Researchers obtained data from the National Child Death Review Case Reporting System. They pulled data between years 2005 to 2008 from nine U.S. states to assess 3,136 sleep-related sudden unexpected infant deaths, or SUIDs. They discovered that only 25 percent of infants were sleeping in a crib or on their back when found. Seventy percent were on a surface not intended for infant sleep, such as an adult bed. Sixty-four percent of infants were sharing a sleep surface, and almost half of these infants were sleeping with an adult. Infants whose deaths were classified as suffocation or an undetermined cause were significantly more likely than infants whose deaths were classified as sudden infant death syndrome to be found on a surface not intended for infant sleep and to be sharing that sleep surface. By identifying the modifiable sleep environment risk factors for sudden infant death syndrome, awareness about preventive steps can be made.
The study’s authors concluded, “Our findings have important implications for preventing injuries and reducing SUID mortality. We identified modifiable sleep environment risk factors in a large proportion of SUIDs, regardless of the ultimate cause of death classification.”
[From: “Sudden Unexpected Infant Deaths: Sleep Environment and Circumstances.” Contact: Patricia G. Schnitzer, Sinclair School of Nursing, University of Missouri, Columbia, Mo., [email protected].]
(2) Poor urban areas experience higher rate of road traffic injuries; Traffic volume and road design to blame
Significantly more road traffic injuries occur in poor urban areas compared with wealthier areas, indicates a study published in the American Journal of Public Health. This may be attributable to differences in roadway environment.
Researchers performed a multilevel observational study of 19,568 road users injured over five years at 17,498 intersections in a large urban area in Montreal, Canada. Researchers used intersection-level characteristics, such as traffic estimates, major roads and number of legs, and area-level characteristics, defined by population density, commuting travel modes and household income.
They found that traffic volume at intersections increased significantly with poverty. At intersections in the poorest census tracts, there were an average 6.3 times more pedestrians injured, 3.9 times more cyclists injured and 4.3 times more motor vehicle occupants injured than in the wealthiest census tracts. They concluded that roadway environment can explain a substantial portion of the excess rate of road traffic injuries in the poorest urban area.
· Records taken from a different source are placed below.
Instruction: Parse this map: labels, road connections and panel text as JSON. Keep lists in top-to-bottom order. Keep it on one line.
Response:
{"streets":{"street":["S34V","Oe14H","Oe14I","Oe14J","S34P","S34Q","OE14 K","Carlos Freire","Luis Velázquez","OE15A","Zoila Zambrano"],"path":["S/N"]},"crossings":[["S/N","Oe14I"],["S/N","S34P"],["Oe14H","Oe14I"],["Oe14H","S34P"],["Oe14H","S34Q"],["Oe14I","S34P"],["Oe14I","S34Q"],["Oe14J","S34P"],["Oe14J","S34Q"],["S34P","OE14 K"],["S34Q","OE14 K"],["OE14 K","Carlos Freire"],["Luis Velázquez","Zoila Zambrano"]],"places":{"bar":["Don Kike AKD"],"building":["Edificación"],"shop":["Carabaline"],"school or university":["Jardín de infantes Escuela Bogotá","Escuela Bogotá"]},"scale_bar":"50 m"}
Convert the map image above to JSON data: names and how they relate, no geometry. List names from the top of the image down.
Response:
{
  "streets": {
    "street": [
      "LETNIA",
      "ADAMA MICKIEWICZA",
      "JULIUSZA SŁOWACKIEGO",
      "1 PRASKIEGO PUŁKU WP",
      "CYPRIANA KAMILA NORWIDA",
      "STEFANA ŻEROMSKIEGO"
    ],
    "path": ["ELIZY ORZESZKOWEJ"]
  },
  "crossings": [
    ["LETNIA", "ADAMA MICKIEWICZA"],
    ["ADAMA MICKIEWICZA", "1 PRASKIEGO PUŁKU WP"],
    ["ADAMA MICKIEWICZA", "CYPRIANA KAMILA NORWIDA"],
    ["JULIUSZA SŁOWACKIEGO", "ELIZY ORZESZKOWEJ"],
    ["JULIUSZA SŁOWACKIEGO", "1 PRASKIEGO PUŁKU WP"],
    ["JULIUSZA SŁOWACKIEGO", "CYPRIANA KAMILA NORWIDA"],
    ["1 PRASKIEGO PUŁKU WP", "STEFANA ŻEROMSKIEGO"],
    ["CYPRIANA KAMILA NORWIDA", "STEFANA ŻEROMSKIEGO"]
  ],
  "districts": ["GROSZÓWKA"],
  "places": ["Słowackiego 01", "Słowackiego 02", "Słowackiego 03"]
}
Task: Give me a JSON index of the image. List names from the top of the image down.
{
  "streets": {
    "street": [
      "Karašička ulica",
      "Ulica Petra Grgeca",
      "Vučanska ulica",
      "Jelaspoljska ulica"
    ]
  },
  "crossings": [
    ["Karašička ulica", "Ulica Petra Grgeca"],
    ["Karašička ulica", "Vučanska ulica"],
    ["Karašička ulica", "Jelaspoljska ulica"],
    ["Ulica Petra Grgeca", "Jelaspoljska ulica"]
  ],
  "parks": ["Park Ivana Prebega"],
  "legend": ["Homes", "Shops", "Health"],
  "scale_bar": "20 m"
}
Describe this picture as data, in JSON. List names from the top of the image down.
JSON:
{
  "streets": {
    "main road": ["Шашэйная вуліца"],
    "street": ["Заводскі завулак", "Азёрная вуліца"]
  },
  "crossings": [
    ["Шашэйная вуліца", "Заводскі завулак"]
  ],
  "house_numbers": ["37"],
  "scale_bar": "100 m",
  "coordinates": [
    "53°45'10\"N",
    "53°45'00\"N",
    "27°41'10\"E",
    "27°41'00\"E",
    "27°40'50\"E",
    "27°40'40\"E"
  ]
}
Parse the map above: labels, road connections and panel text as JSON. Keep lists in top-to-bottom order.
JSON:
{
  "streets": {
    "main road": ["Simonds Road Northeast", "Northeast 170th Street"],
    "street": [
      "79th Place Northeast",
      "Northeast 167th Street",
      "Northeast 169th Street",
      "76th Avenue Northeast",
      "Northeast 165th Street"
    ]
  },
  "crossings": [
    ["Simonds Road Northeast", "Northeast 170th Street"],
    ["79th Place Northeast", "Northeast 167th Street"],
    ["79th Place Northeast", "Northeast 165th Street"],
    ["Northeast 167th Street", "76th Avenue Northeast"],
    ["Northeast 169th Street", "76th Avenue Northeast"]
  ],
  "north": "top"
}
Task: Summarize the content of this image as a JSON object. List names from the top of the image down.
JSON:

“Our results contribute to identifying plausible causal pathways for inequalities in road traffic injuries across neighborhoods. They also suggest that large-scale environmental preventive strategies, such as traffic volume reduction and safer roadway design, may have large public health benefits by reducing crashes,” the study’s authors conclude.
[From: "Neighborhood Social Inequalities in Road Traffic Injuries: The Influence of Traffic Volume and Road Design." Contact: Patrick Morency, MD, PhD, Direction de santé publique de Montréal, Montréal, Québec, [email protected].]
(3) Disparities exist among US high school drivers in safety belt usage
Primary safety belt laws help to increase compliance among teens to wear their safety belt, reports a new study from the American Journal of Public Health. This practice is proven to lower mortality rates associated with automobile deaths.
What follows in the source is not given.